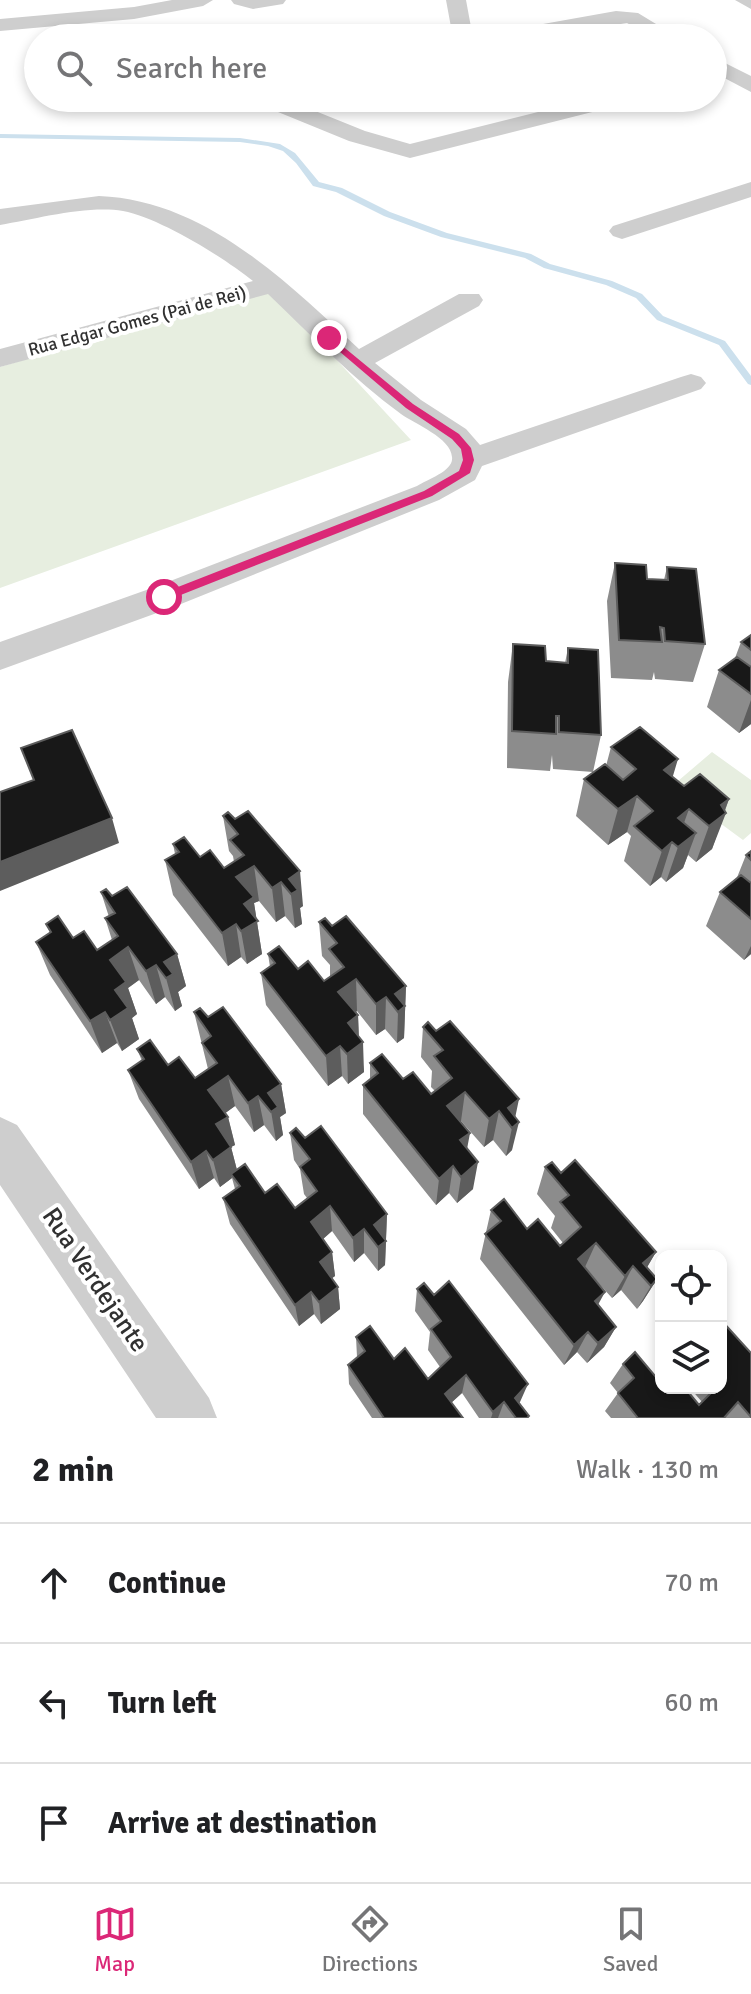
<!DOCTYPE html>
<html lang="en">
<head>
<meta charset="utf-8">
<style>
	:root { --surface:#fff; --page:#f2f2f2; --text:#202124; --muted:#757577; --line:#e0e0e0; --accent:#db2777 }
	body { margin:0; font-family:Signika,sans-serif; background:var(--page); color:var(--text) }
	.controls { position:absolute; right:24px; bottom:24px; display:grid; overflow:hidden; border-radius:16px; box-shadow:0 4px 12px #0003 }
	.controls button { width:72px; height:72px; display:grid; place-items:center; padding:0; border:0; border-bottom:2px solid var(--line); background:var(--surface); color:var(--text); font:40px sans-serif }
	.stop { position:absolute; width:24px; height:24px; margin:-18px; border:6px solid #db2777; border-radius:50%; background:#fff }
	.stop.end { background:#db2777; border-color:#fff; box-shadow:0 2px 8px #0008 }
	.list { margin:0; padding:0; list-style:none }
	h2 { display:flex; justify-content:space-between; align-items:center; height:104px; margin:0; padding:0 32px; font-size:34px }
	h2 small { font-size:26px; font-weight:400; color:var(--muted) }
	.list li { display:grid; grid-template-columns:52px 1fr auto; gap:24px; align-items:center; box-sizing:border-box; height:120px; padding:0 32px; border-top:2px solid var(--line) }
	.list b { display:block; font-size:30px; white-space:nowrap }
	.list em { font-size:26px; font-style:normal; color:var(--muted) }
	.icon { flex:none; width:44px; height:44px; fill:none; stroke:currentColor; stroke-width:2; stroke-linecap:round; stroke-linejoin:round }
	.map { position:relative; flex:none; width:751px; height:1418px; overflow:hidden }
	.search { position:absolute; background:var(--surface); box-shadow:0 4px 12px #0003; left:24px; right:24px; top:24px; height:88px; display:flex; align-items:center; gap:20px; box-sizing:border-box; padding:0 28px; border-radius:44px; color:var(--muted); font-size:30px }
	.sheet { height:464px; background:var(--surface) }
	nav { display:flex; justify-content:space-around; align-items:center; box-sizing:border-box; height:112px; border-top:2px solid var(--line); background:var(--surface); font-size:22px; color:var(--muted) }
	nav a { display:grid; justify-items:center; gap:4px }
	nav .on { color:var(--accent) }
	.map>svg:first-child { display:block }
	.green { fill:#e7eee0 }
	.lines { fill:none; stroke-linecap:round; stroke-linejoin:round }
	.stream { fill:#cce0ed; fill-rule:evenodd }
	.minor { fill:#cecece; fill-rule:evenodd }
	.wall { fill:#8c8c8c }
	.shaded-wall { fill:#5d5d5d }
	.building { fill:#181818; stroke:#5d5d5d; stroke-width:2 }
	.route { fill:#db2777 }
	.labels { text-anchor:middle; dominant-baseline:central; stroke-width:8; stroke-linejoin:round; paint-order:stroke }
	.far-street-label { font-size:18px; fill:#313131; stroke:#fff }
	.near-street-label { font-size:26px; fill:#313131; stroke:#fff }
</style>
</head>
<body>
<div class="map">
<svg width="751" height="1418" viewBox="0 0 751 1418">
	<rect width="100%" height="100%" fill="#fff"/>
	<path class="green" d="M269 287 411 440 0 588V367Z
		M712 752 751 780V833L743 840 671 787Z"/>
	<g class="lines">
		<path class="stream" d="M0 134 240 138 280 144 295 153 319 182 342 188 390 212 447 233 531 254 550 264 612 281 642 294 663 316 725 341 751 376V385L748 384 719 345 657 320 636 298 606 285 544 268 525 258 441 237 384 216 336 192 313 186 296 163 283 151 268 146 240 142 0 138Z"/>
		<path class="minor" d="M172 0H213L203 6 134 19 0 31V19L134 7Z
			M231 0H286L283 4 253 9 234 4Z
			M446 0H466L473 38H453Z
			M735 0H751V9Z
			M616 11 638 13 679 38H654L627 23 532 38H488L498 32Z
			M713 57 751 76V92L713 72Z
			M253 98H283L365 131 410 144 594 98H631L628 103 410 158 349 141 256 103Z
			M751 182V197L622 239 613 236 609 231 613 226Z
			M99 196C204 200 286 281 359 349L459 294H479L483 300 479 306 375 363 421 400 466 429 480 445 681 377 691 374 701 377 706 383 701 389 482 466 475 480 439 500 176 606 0 670V642L152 588 417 486C428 479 454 471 452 457 451 438 415 424 401 414 353 379 311 335 268 294L0 367V349L253 281C223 257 160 218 123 211 87 205 36 219 0 225V209Z
			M0 1117 17 1125 209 1398 217 1418H156L0 1185Z"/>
	</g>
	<path class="wall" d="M615 563 647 579 664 580 667 567 705 644 693 682 655 679 654 672 652 680 611 678 607 601Z
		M751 635V724L739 733 707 707 719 670 735 658 741 642Z
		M513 644 546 661 565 663 568 648 601 735 593 772 553 769 552 755 550 771 507 768 508 682Z
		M611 747 673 777 684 786 729 799 712 849 696 862 688 855 683 868 666 882 661 877 650 886 624 861 631 836 627 832 608 845 576 816 584 779 606 766Z
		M223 816 303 906 300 908 302 924 295 928 285 916 276 922 259 901 254 903 262 954 247 964 241 957 228 966 173 895 165 860 175 854 173 844 224 868 234 862 233 856 229 851Z
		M751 851V954L744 960 706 926 720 892 736 880 746 855Z
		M101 892 112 896 177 954 186 986 178 992 182 1006 175 1011 165 997 156 1004 139 980 128 988 137 1014 132 1018 139 1039 122 1051 117 1043 102 1053 50 975 36 942 50 933 46 924 97 950 112 940 105 918 109 917Z
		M319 922 332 926 406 986 404 1038 397 1043 385 1029 376 1035 357 1011 356 1012 358 1015 359 1036 364 1072 348 1084 342 1076 328 1086 266 1005 261 973 270 967 268 954 324 981 330 977V965L322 956Z
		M194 1012 208 1017 281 1084 286 1113 280 1117 283 1135 276 1141 264 1125 254 1132 235 1106 225 1113 228 1117 235 1145 231 1147 237 1170 265 1193 295 1208 307 1198 304 1194 300 1169 294 1160 290 1133 305 1138 387 1214 385 1265 378 1271 364 1253 354 1262 332 1231 323 1239 332 1252 335 1276 332 1278 338 1287 340 1309 321 1324 314 1314 299 1326 230 1224 223 1198 235 1189 232 1178 220 1187 214 1178 199 1189 139 1099 128 1070 142 1061 137 1049 195 1078 208 1069Z
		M423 1027 436 1031 515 1117 512 1150 506 1156 493 1140 484 1147 461 1121 460 1122 467 1149 473 1189 457 1203 449 1193 436 1205 363 1114V1085L370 1079V1063L431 1094 435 1091 431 1087 432 1071 421 1057Z
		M545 1167 561 1173 656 1252 647 1267 657 1279 643 1301 637 1309 621 1290 612 1298 585 1268 598 1305 616 1327 604 1347 587 1363 577 1352 564 1365 480 1259 491 1210 560 1246 563 1243 551 1228 555 1216 537 1194Z
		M417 1289 520 1403 529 1416 528 1418H479L462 1393 451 1403 463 1418H372L349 1384 348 1365 357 1357 356 1337 428 1379 440 1367 428 1350 430 1332 415 1311Z
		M751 1353V1418H611L605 1411 618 1393 610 1383 623 1364 661 1388 699 1405 702 1402 690 1388H721Z"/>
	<path class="shaded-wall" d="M751 700V724L739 733Z
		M678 759 667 796 664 770Z
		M637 796 627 832 608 845 618 809Z
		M729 799 723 815 726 813 712 849 696 862 709 826 721 805Z
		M689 809 676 845 672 842 661 877 650 886 662 851 678 818Z
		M112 818 119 843 0 891V862Z
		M696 833 683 868 666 882 678 847Z
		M254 866 259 901 254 903 262 954 247 964 241 931 236 877Z
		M300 871 303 906 300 908 302 924 295 928 289 879Z
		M281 882 285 916 276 922 272 888Z
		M236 924 241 957 228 966 222 933Z
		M751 946V954L744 960Z
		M128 947 139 980 128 988 137 1014 132 1018 139 1039 122 1051 110 1020V960Z
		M177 954 186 986 178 992 182 1006 175 1011 166 978 164 962Z
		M156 965 165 997 156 1004 146 971Z
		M356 979 357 1011 340 1023 338 992Z
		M406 986 404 1038 397 1043 398 1012 395 994Z
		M386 997 385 1029 376 1035V1004Z
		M105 1012 117 1043 102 1053 90 1021Z
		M358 1015 359 1045 363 1042 364 1072 348 1084 347 1054 348 1023Z
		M340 1046 342 1076 328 1086 326 1056Z
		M228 1076 235 1106 216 1120 208 1090Z
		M281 1084 286 1113 280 1117 283 1135 276 1141 268 1093Z
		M465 1092 461 1121 444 1135 447 1106Z
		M258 1096 264 1125 254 1132 248 1103Z
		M519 1099 513 1128 519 1122 512 1150 506 1156 512 1128 508 1108Z
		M499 1111 493 1140 484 1147 489 1119Z
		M228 1117 235 1145 231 1147 238 1174H231L232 1178 220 1187 213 1160 216 1124Z
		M470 1133 465 1160 460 1140Z
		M206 1151 214 1178 199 1189 191 1162Z
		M478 1162 473 1189 457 1203 461 1177Z
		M453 1166 449 1193 436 1205 439 1179Z
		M330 1206 332 1231 314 1247 311 1222Z
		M387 1214 386 1239 378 1246 374 1225Z
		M364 1229V1253L354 1262 353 1238Z
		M386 1241 385 1265 378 1271V1247Z
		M596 1243 585 1267 578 1259Z
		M332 1252 335 1276 323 1285 320 1262Z
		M656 1252 642 1276 643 1263Z
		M633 1266 621 1290 612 1298 625 1276Z
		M657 1279 643 1301 637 1309 651 1286Z
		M338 1287 340 1309 321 1324 319 1302Z
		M311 1292 314 1314 299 1326 295 1305Z
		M605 1292 593 1314 595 1301Z
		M616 1327 604 1347 587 1363 598 1343Z
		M588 1332 577 1352 564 1365 574 1345Z
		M466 1375 462 1393 441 1412 445 1394Z
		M528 1384 520 1402 512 1411 515 1398Z
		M504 1402 498 1418H491L493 1412Z"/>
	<path class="building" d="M615 563 646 565 647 579 668 580 667 567 696 569 705 644 665 641 664 628 660 627 662 642 619 640Z
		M751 635V650L741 642Z
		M513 644 545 646 546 661 568 663V648L598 650 601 735 559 732V716H556V734L512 731Z
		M737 657 751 667V694L719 670Z
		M640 727 678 759 664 770 684 786 700 774 729 799 721 805 726 813 709 826 689 809 678 818 696 833 678 847 672 842 662 851 634 826 653 811 637 796 618 809 584 779 605 764 623 780 636 769 611 747Z
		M72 730 112 818 0 862V792L34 780 21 748Z
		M248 811 300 871 289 879 298 890 291 894 281 882 272 888 254 866 236 877 254 897 244 904 258 921 241 931 236 924 222 933 165 860 179 852 173 844 184 837 200 857 210 850 224 868 244 855 230 840 238 834 223 816 228 812 235 819Z
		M751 851V860L746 855Z
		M741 875 751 883V919L720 892Z
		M127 887 177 954 164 962 173 974 166 978 156 965 146 971 128 947 110 960 126 982 115 990 128 1008 110 1020 105 1012 90 1021 36 942 51 932 46 924 58 916 73 938 84 931 97 950 118 936 105 918 115 913 101 892 106 889 112 896Z
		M346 916 406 986 395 994 405 1006 398 1012 386 997 376 1004 356 979 338 992 358 1015 348 1023 363 1042 347 1054 340 1046 326 1056 261 973 275 963 268 954 279 946 298 969 308 961 324 981 344 967 329 949 337 943 319 922 325 918 332 926Z
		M223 1007 281 1084 268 1093 278 1107 271 1112 258 1096 248 1103 228 1076 208 1090 228 1117 216 1124 231 1147 213 1160 206 1151 191 1162 128 1070 144 1059 137 1049 150 1040 168 1065 179 1057 195 1078 217 1063 202 1043 211 1036 194 1012 200 1008 208 1017Z
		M450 1021 519 1099 508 1108 519 1122 512 1128 499 1111 489 1119 465 1092 447 1106 470 1133 460 1140 478 1162 461 1177 453 1166 439 1179 363 1085 378 1073 370 1063 382 1054 403 1079 413 1072 431 1094 452 1078 434 1056 443 1050 423 1027 428 1022 436 1031Z
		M321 1126 387 1214 374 1225 386 1241 378 1247 364 1229 353 1238 330 1206 311 1222 332 1252 320 1262 338 1287 319 1302 311 1292 295 1305 223 1198 240 1186 231 1174 245 1164 265 1193 277 1184 295 1208 317 1191 300 1167 310 1159 290 1133 296 1128 305 1138Z
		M575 1160 656 1252 643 1263 657 1279 651 1286 633 1266 625 1276 596 1243 578 1259 605 1292 595 1301 616 1327 598 1343 588 1332 574 1345 485 1234 501 1221 491 1210 504 1199 527 1229 538 1219 560 1246 581 1227 560 1202 569 1195 545 1167 552 1162 561 1173Z
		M449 1281 528 1384 515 1398 529 1416 527 1418H516L504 1402 493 1412 466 1375 445 1394 463 1418H384L348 1365 365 1351 356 1337 370 1326 394 1359 405 1348 428 1379 451 1357 431 1329 441 1321 417 1289 424 1283 434 1295Z
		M721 1320 751 1353V1417L738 1402 724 1418H638L618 1393 634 1378 623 1364 635 1352 661 1383V1388H685L699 1405 716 1388H721Z"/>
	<path class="route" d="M329 335 413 404 459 434 471 448 474 460 470 473 432 496 168 600H160V594L424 491 459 471 463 460 461 449 452 439 406 408 326 340Z"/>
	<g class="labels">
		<g class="far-street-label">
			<text transform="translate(137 321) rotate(-15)">Rua Edgar Gomes (Pai de Rei)</text>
		</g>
		<g class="near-street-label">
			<text transform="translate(95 1280) rotate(56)">Rua Verdejante</text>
		</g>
	</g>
</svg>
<div class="controls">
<button><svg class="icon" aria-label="locate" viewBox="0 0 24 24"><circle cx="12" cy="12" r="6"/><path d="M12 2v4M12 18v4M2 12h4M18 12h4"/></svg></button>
<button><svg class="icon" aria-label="layers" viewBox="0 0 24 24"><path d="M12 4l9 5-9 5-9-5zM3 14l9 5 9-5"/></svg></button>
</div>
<div class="stop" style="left:164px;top:597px"></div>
<div class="stop end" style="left:329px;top:338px"></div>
<div class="search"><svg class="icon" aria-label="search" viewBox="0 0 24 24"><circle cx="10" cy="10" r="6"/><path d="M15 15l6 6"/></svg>Search here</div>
</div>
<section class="sheet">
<h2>2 min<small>Walk · 130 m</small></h2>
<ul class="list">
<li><svg class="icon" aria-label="ahead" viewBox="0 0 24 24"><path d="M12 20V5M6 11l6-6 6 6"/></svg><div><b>Continue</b></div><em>70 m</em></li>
<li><svg class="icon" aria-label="left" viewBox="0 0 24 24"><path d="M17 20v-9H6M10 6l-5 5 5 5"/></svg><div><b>Turn left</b></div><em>60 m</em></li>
<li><svg class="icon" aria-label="arrive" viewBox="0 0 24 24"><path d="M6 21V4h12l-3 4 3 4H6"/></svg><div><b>Arrive at destination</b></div></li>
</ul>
</section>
<nav>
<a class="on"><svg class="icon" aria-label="map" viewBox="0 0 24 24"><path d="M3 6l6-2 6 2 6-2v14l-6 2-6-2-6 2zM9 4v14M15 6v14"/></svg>Map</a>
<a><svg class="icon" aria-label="directions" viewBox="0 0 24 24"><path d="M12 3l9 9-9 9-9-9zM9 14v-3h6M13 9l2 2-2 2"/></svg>Directions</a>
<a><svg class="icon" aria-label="saved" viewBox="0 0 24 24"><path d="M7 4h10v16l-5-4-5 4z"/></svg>Saved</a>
</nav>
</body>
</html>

> **Your goal**
Every line from the top of the material above through the line with "font-size:26px; font-style:normal; color:var(--muted)" should be duplicated exactly, please; leave out the pictures.

> **Answer**
<!DOCTYPE html>
<html lang="en">
<head>
<meta charset="utf-8">
<style>
	:root { --surface:#fff; --page:#f2f2f2; --text:#202124; --muted:#757577; --line:#e0e0e0; --accent:#db2777 }
	body { margin:0; font-family:Signika,sans-serif; background:var(--page); color:var(--text) }
	.controls { position:absolute; right:24px; bottom:24px; display:grid; overflow:hidden; border-radius:16px; box-shadow:0 4px 12px #0003 }
	.controls button { width:72px; height:72px; display:grid; place-items:center; padding:0; border:0; border-bottom:2px solid var(--line); background:var(--surface); color:var(--text); font:40px sans-serif }
	.stop { position:absolute; width:24px; height:24px; margin:-18px; border:6px solid #db2777; border-radius:50%; background:#fff }
	.stop.end { background:#db2777; border-color:#fff; box-shadow:0 2px 8px #0008 }
	.list { margin:0; padding:0; list-style:none }
	h2 { display:flex; justify-content:space-between; align-items:center; height:104px; margin:0; padding:0 32px; font-size:34px }
	h2 small { font-size:26px; font-weight:400; color:var(--muted) }
	.list li { display:grid; grid-template-columns:52px 1fr auto; gap:24px; align-items:center; box-sizing:border-box; height:120px; padding:0 32px; border-top:2px solid var(--line) }
	.list b { display:block; font-size:30px; white-space:nowrap }
	.list em { font-size:26px; font-style:normal; color:var(--muted) }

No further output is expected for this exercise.